Happy Valentine’s Day, everyone!! This past weekend, the hubs and I went to a marriage conference at a friend’s church to enrich our marriage. It was really interesting despite the religious differences that the hubs and I share. Don’t worry, we are doing really great! It is best to go to these things for prevention rather than a last stitched effort.
After the conference on Saturday night, I got to thinking. While living in Germany, a lot of people I know had known a couple or had been the victim of the “Ironman Curse” where the intense training hours supposedly brought on divorce. In my opinion, these people probably had problems to begin with and the long training hours (I get up to 18 hours during my heavy weeks) only exacerbated them.

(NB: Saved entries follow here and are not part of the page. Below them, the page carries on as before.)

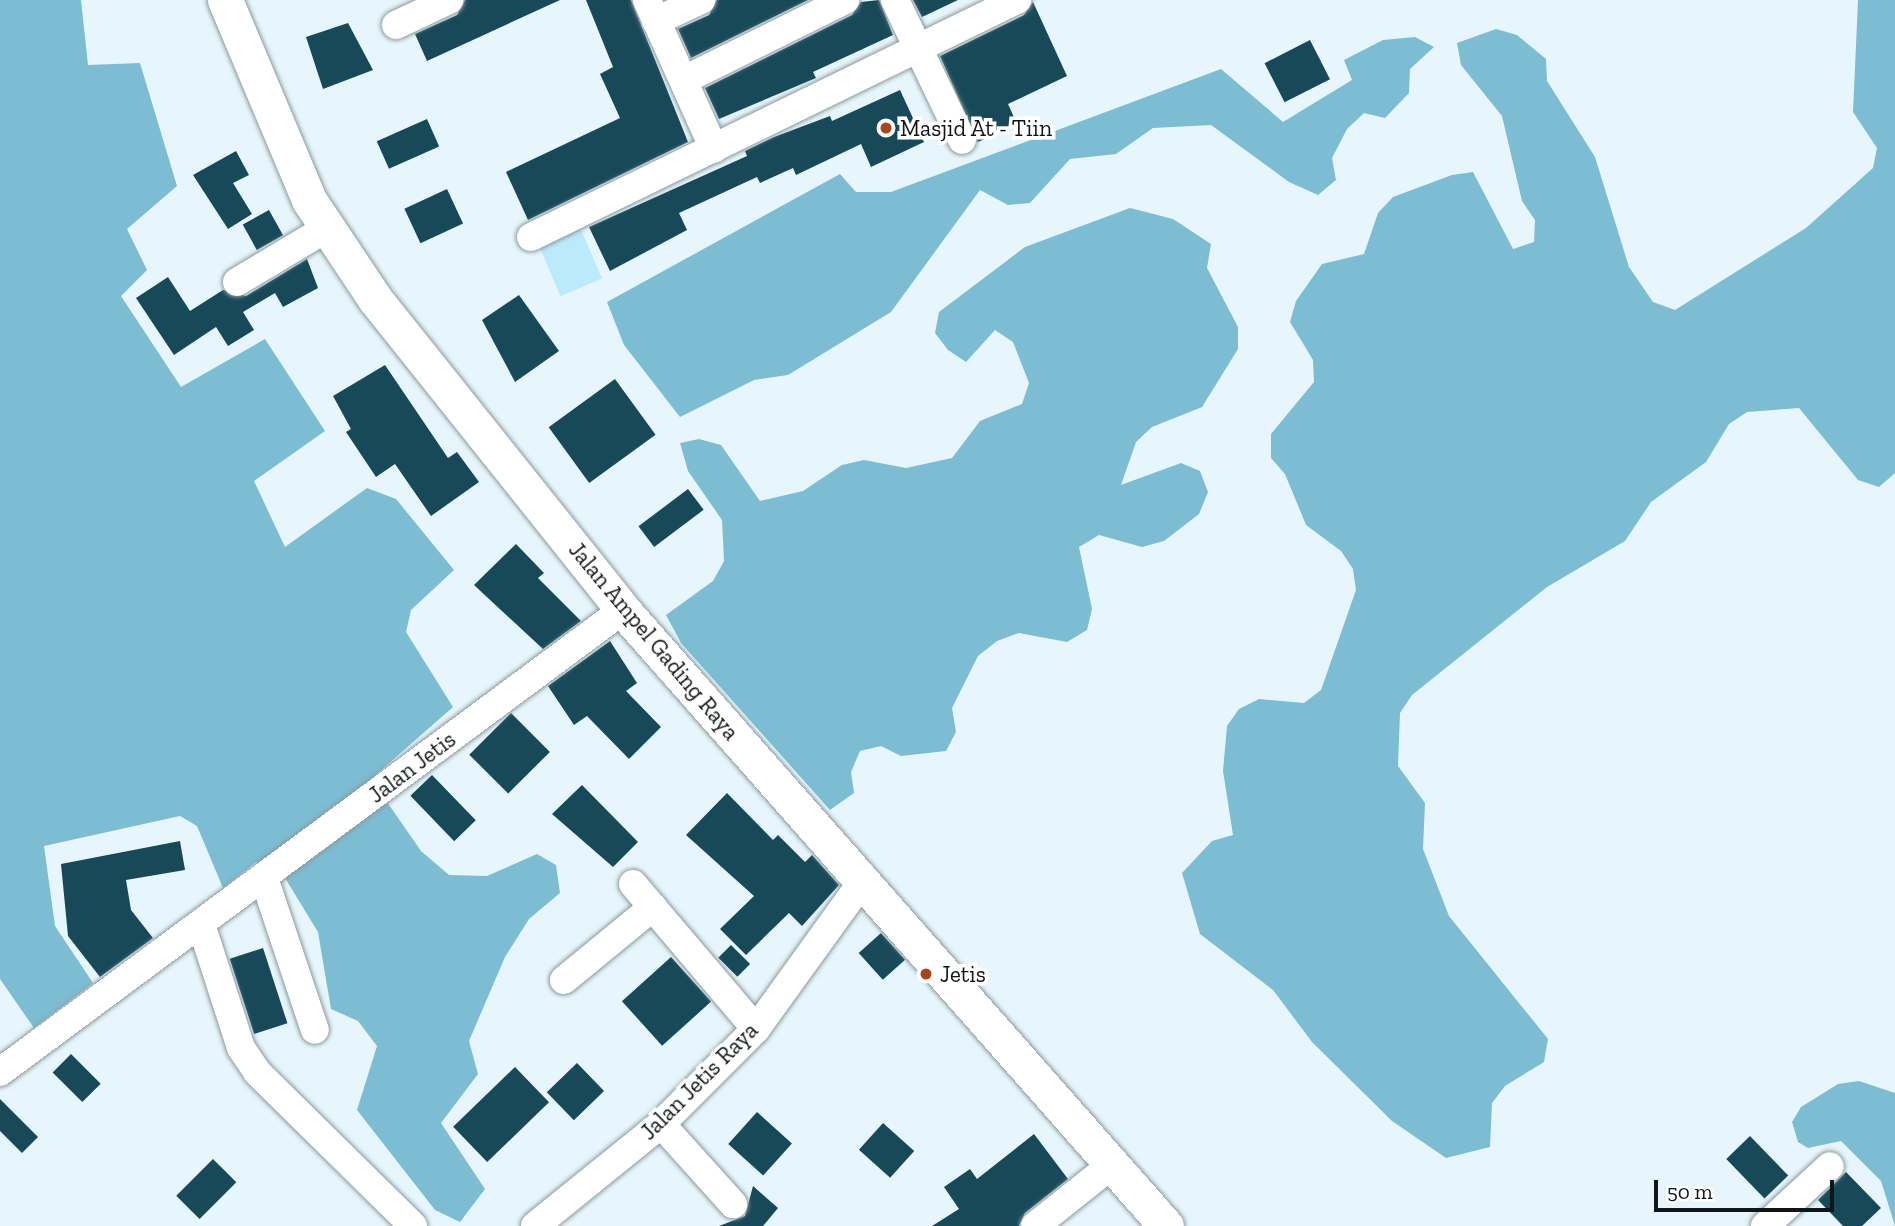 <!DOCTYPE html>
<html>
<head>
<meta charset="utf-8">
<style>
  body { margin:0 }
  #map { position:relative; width:1895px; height:1226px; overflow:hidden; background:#e6f6fc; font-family:"Zilla Slab",serif }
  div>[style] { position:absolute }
  .green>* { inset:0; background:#baeafb; transform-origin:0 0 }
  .forest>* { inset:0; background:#7cbdd3 }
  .building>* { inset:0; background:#174959; transform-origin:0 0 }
  .roads { filter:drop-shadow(0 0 2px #8a999e) drop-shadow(0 0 2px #8a999e) }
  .minor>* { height:28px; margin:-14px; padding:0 14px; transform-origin:14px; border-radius:14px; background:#fff }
  .major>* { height:35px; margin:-17.5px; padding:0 17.5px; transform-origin:17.5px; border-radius:17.5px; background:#fff }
  .dots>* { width:19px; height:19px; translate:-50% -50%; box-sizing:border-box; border:4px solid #fff; border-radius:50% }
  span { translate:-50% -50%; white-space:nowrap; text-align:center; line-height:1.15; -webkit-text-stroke:7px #fff; paint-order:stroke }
  .poi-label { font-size:23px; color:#101517 }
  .left { translate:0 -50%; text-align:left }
  .street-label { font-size:23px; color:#101517 }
  .scale { position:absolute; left:1654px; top:1180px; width:180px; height:32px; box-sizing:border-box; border:4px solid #101517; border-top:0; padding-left:9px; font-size:21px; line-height:24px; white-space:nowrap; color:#101517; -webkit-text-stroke:5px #fff; paint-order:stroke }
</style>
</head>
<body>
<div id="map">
  <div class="green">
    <i style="left:580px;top:227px;width:56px;height:45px;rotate:67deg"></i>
  </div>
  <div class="forest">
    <i style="clip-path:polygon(0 0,81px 0,88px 65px,140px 63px,177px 186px,127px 229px,147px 270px,121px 296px,181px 387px,265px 339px,325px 431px,254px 481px,285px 547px,367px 488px,396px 499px,454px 570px,411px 610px,406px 632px,453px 707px,371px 779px,421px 851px,449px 875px,487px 876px,537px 854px,556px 865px,560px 893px,529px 919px,505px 957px,469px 1041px,478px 1074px,441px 1123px,485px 1189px,460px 1222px,435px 1210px,357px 1110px,377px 1046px,358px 1021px,331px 1009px,318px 932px,285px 878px,256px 862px,223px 888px,197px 826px,180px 816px,44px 846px,55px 926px,93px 983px,34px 1028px,0 979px)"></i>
    <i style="clip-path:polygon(1858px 0,1895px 0,1895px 473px,1879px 487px,1858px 480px,1799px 408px,1747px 412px,1729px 424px,1706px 462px,1651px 502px,1625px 541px,1547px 587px,1412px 695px,1400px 713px,1398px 766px,1425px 803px,1423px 849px,1449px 916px,1548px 1039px,1544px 1062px,1505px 1086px,1492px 1103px,1490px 1147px,1446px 1158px,1392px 1121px,1312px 1042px,1273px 990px,1200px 934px,1182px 873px,1212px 841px,1233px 835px,1223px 771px,1227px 726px,1239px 709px,1259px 699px,1304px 703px,1321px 690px,1356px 590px,1353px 569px,1341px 551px,1306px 525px,1285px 474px,1271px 458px,1271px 434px,1314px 382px,1313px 360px,1290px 322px,1296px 301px,1322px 264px,1364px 254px,1378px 213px,1393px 197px,1452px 175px,1473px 172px,1513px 249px,1534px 242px,1535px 220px,1522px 201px,1502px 116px,1461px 65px,1457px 43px,1496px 29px,1517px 35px,1546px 59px,1547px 81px,1595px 157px,1629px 267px,1653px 302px,1675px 310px,1806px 228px,1873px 168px,1877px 148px,1853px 112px)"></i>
    <i style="clip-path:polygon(1415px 37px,1434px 47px,1410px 69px,1409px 93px,1385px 118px,1364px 113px,1347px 129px,1332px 158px,1336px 180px,1318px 195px,1289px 182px,1211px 125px,1153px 128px,1116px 154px,1070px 159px,1030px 203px,1008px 205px,980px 190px,891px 312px,788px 375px,754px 380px,680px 417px,624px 345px,607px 302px,840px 174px,856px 192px,891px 192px,1221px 69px,1283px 122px,1352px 80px,1344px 60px,1383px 40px)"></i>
    <i style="clip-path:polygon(1130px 208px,1173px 219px,1211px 244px,1207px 268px,1238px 327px,1238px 349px,1202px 407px,1152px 427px,1136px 442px,1121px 485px,1181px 463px,1200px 471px,1208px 492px,1199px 514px,1164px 541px,1142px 547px,1099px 535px,1079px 547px,1092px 609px,1087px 630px,1067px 642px,1019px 633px,997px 641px,978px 656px,952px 708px,956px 732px,946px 751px,901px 756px,881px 746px,860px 751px,851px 772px,854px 793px,830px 810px,681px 643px,666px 615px,713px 581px,724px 561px,722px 520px,688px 471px,680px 443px,699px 439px,721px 445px,760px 501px,803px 491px,842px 465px,864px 460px,906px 468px,952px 458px,980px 421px,1022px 404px,1029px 383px,1013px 342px,995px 330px,966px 362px,948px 350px,935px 333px,939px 312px,1025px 247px)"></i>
    <i style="clip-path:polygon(1859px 1081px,1895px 1093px,1895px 1226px,1881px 1181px,1841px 1141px,1808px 1148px,1798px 1142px,1792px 1122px,1801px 1107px,1838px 1084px)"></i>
  </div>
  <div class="building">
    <i style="clip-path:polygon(465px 0,560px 0,427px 61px,415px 34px,457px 15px)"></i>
    <i style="clip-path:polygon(586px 0,631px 0,688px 142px,528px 220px,506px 172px,620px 118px,600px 74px,613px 67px)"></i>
    <i style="clip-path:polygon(717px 0,808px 0,691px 58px,678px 29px,709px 15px)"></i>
    <i style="clip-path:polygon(879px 0,893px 35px,813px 72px,816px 78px,719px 119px,705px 88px,852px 15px,861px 2px)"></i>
    <i style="clip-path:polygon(913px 0,958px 0,922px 17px)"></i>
    <i style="clip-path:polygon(1033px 2px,1067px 76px,1008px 104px,1017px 124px,978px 142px,940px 56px,1024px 15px)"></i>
    <i style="clip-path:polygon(348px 23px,373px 70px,323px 89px,306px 37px)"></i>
    <i style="left:1310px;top:40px;width:44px;height:51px;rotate:63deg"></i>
    <i style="clip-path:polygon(900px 90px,924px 142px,871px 167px,861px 144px,796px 175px,793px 168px,760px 183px,757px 177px,679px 213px,687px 230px,610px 271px,589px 227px,747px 156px,745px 151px,774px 137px,830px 116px,832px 121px)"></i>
    <i style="left:427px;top:119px;width:30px;height:55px;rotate:66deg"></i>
    <i style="clip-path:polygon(236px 151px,249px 175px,233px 183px,252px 214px,228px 229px,193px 175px)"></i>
    <i style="left:447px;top:189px;width:38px;height:47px;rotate:65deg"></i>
    <i style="left:269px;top:210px;width:29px;height:30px;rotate:61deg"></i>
    <i style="clip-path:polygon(307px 259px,318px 288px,283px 307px,275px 293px,243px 312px,254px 330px,228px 346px,216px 327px,174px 355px,136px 298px,168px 277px,190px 311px,223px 290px,246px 296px)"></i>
    <i style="clip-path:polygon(519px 295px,559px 351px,515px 382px,482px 320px)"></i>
    <i style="clip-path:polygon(385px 365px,448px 458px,457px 452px,479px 482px,431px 516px,395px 464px,376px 477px,346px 432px,351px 429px,333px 396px)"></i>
    <i style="left:615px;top:379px;width:69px;height:82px;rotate:54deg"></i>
    <i style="left:688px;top:489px;width:26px;height:62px;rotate:53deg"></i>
    <i style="clip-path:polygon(516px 544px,544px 573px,538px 578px,581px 621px,543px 649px,474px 585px)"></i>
    <i style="clip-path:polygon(610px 641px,637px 683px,626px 691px,661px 727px,629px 759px,587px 716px,574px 725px,548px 686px)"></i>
    <i style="left:511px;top:713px;width:55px;height:59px;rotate:45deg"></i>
    <i style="left:432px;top:775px;width:63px;height:30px;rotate:46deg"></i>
    <i style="clip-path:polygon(582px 785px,638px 842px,613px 867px,552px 814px)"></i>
    <i style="clip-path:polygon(727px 793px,773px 840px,778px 835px,805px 862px,812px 855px,839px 885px,802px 926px,789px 913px,746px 955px,720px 929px,754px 896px,686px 835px)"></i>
    <i style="clip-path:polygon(180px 841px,185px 870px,126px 880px,131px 910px,153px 938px,100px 977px,68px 936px,61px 864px)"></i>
    <i style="left:881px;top:933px;width:36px;height:30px;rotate:48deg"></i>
    <i style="left:731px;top:945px;width:27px;height:18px;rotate:45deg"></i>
    <i style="left:263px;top:948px;width:79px;height:35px;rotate:72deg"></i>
    <i style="left:671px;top:957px;width:60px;height:66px;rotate:48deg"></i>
    <i style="left:71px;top:1054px;width:42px;height:26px;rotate:45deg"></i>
    <i style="left:577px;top:1063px;width:39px;height:42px;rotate:46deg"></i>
    <i style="left:515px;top:1067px;width:49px;height:86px;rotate:46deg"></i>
    <i style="clip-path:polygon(0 1099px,38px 1137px,22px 1153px,0 1131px)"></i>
    <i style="left:757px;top:1112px;width:47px;height:43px;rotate:42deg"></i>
    <i style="left:883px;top:1123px;width:42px;height:36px;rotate:42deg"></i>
    <i style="clip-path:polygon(1034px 1134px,1068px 1179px,1025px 1213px,1019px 1226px,932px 1226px,959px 1209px,944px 1187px,970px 1169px,977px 1179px)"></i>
    <i style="left:1750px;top:1136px;width:55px;height:33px;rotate:46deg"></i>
    <i style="left:213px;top:1159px;width:33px;height:52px;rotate:45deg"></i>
    <i style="clip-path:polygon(1846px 1172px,1881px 1208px,1862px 1226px,1843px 1226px,1818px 1200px)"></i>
    <i style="clip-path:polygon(753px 1186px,778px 1208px,763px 1226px,719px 1226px,745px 1216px)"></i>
  </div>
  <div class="roads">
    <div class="minor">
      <i style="left:647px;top:0;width:163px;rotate:65.8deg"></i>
      <i style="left:895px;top:0;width:155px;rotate:64.4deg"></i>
      <i style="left:656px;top:21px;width:50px;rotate:-25deg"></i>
      <i style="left:396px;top:25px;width:59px;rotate:-25.3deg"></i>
      <i style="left:684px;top:80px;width:180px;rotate:-26.4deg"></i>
      <i style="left:531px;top:237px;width:541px;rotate:-26deg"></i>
      <i style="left:237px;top:282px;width:105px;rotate:-31deg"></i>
      <i style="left:264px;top:878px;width:160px;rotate:71.5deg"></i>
      <i style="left:633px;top:884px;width:190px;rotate:49.7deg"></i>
      <i style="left:201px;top:924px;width:130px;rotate:72.1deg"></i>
      <i style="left:241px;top:1048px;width:29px;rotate:56deg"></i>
      <i style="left:257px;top:1072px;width:219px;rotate:44.6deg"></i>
      <i style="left:564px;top:980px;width:115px;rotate:-39.4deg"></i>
      <i style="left:0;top:1072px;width:776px;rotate:-36.56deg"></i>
      <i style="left:661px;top:1124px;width:108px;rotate:48deg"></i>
      <i style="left:535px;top:1226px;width:162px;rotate:-39deg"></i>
      <i style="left:661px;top:1124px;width:134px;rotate:-45deg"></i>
      <i style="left:756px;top:1029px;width:185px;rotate:-54.2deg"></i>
      <i style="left:1035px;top:1226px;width:101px;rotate:-38.6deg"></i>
      <i style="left:1765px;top:1226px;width:88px;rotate:-42.7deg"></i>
    </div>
    <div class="major">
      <i style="left:225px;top:0;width:217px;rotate:67.2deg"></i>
      <i style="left:309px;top:200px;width:119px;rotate:56.3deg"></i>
      <i style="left:375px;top:299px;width:398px;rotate:51.4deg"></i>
      <i style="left:623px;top:610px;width:821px;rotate:48.6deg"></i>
    </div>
  </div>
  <div class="dots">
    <i style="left:886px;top:128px;background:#aa4517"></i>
    <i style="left:926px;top:974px;background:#aa4517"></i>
  </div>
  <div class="poi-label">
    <span class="left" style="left:900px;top:128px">Masjid At - Tiin</span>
    <span class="left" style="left:940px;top:974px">Jetis</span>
  </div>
  <div class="street-label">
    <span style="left:654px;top:641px;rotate:50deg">Jalan Ampel Gading Raya</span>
    <span style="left:412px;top:767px;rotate:-37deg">Jalan Jetis</span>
    <span style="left:699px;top:1081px;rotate:-45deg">Jalan Jetis Raya</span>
  </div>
  <div class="scale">50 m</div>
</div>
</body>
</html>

Plus, some people can become quite obsessed with running and/or and triathlon that they put their family 2nd.
I don’t see this happening to the hubs and I, but I did a little research that I thought would help me as well as you guys to keep this from happening. The truth is: I’m NOT married to triathlon or running. Family MUST come 1st. Here are some ways to keep you from catching the “Ironman Curse”!! It sounds like a disease, doesn’t it?
- Don’t just think of only yourself when you are planning your workouts out. Do you have kids? Who is going to watch them? Don’t think your spouse is going to watch them all the time while you go out and train. That is a sure fire way to cause some tension in the house. You shouldn’t automatically get a “free pass” on housework/child care/errands just because you are training for a race. This is a hobby that you chose to participate in. Triathlon/Running training shouldn’t be a higher priority than taking care of your family.
- Multitask. Cycle/run to work or on your lunch breaks. The hubs and I used to cycle to work while we lived in Germany. A lot of times, it takes the same amount of time to cycle somewhere as it does to drive!!
- Incorporate the family. If you have kids: have them ride their bikes next to you while you run. My sister and I used to do that with my mom when we were younger. We got some exercise, and so did she! The hubs and I are always going on bike rides together on the weekends when the weather is warmer. We also do some hiking and rock climbing together!! Those count as workouts!!
- Get up early before everyone else does. Get your swims/runs/cycling (even if it is on the trainer) done in the mornings before work if you know your family will be around after work.
- Be your family’s cheerleader just as much as they are to you. The hubs comes to all of my races when he isn’t working and carries all my crap around plus takes pictures. He never complains and is always encouraging. He isn’t much of a race person himself, so when he signed up for the Leadville 100 (100 mile running race) this year, I was excited. I also cleared my schedule for that weekend. There were a few races that were happening that weekend that I wanted to do, but there will always be more races for me to do. It is time for me to step up to the plate and support the hubs like he supports me all the time!! (I was trying to tell him good luck on his leg of this relay while being out of breath here, haha).
- Be present. When you actually do spend time with your family, put your cell phone and laptop away. Don’t go on and on about triathlon and/or running. It can get boring especially for people who don’t really do all the same things that you do. The hubs and I talk about triathlon/running, but that isn’t the majority of our conversations. I am so much more than a triathlete/runner.
When you are old and your body is falling apart, triathlon/running isn’t going to be there to take care of you. Your family will be. And if you died tomorrow, wouldn’t you want to go with no regrets about the time spent with your family?
Ta ta for now!! The hubs and I are staying in for Valentine’s Day with the puppy and cuddling.
What are you doing tonight? Anything special?
Do you have any tips to not annoy your family with your training?